Captain Teller had been as good as his word. Inge was employed as a trainee teacher, without having to sit any tests or attend an interview. Mona had come up with a plan too. She would move in with me, and Inge could take over her room in the nice shared house. I was quite surprised at Mona’s modern attitude. When she said she would move into my apartment, I said, “Are we to marry then?” She had laughed. “Why? There is no need. We don’t have to be married, and it’s not as if we are intending on having children. We are both too young still”.

I went to see the man who owned the bar where Mona worked, and suggested that he might like to change her to a day shift, where she could serve breakfast and lunch. She would then be home in the evenings. He must have known who I was, as he agreed immediately.

I hadn’t mentioned my report or the conversation with Captain Teller to Inge. We never spoke about what she told me again. She started to get back to something of a normal life, and enjoyed the idea of teaching the small children. She also settled in well in Mona’s old room, and liked being able to close the door when she got home, to shut out the world.

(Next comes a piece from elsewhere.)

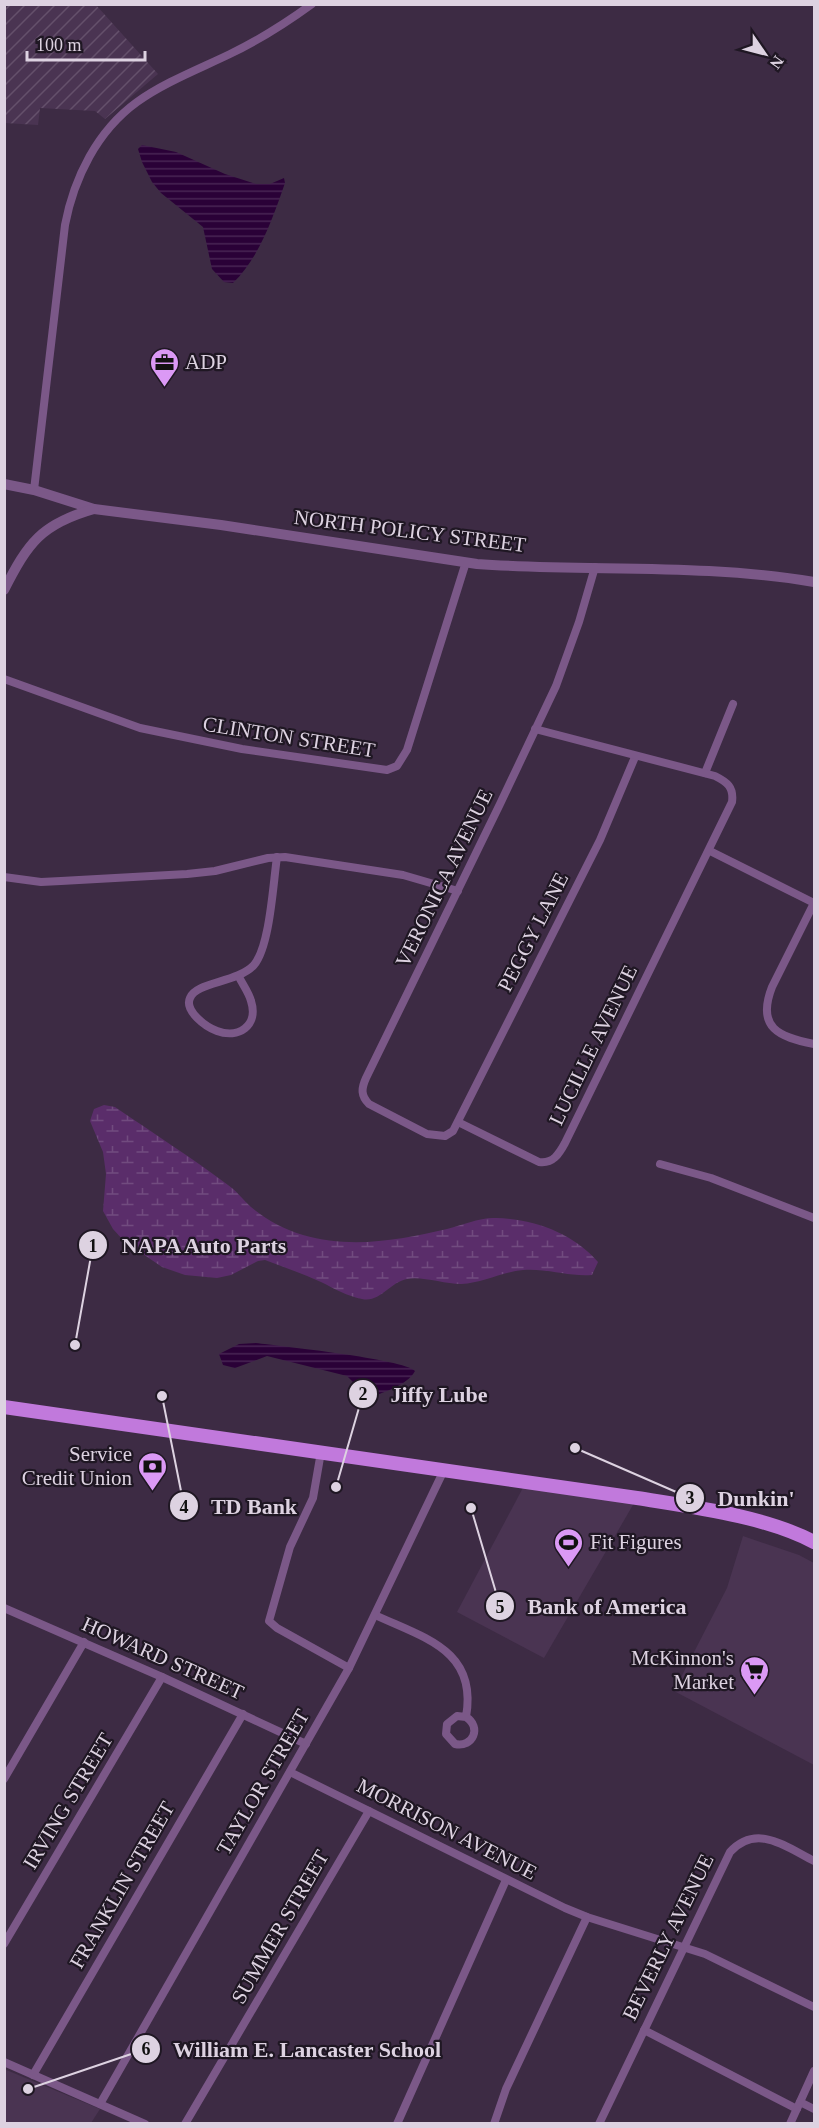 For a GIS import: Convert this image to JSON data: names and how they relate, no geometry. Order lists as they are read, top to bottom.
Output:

That Spring, I celebrated my 21st birthday with Mona and Inge, enjoying a meal and drinks at the bar where Mona worked. Her boss waived the bill, telling me he was pleased to offer his hospitality. Another perk of the job.

But we soon had other things to worry about.

There was trouble in Hungary. Armed insurrection against the government had escalated into an all-out war on the streets. The Soviets had become involved, and had sent in troops to put down the uprising. Nothing was reported publicly here, but we knew that people would get to hear about it.
Work became incredibly busy. We started to round up everyone who had any connection to or communication with Hungarians, as well as some of the well-known trouble makers who we believed would try to jump on the bandwagon. When I returned with two suspects one afternoon, the Sergeant in charge of custody told me that the cells were full, and we had to take them to a small police station in the suburbs.

That was a tense time indeed, and carried on until order was restored in Hungary in late November.

Berlin, 1957.

Not long after new year’s day, Mona surprised me by announcing she was going to visit a cousin. She had never mentioned her before, but suddenly this cousin was a great friend, as well as a relative. She would travel by train to Freiberg, not far from the Czech border, and be gone for a week. My job made me suspicious of everything now, so I immediately checked Mona’s file at headquarters. I noted with some amusement that she was now shown as living at my address, which left me wondering who was keeping tabs on me. Page two of her unremarkable file did indeed show a cousin living in Freiberg. Surprisingly though, there was no name or address for that cousin, just a one-line entry.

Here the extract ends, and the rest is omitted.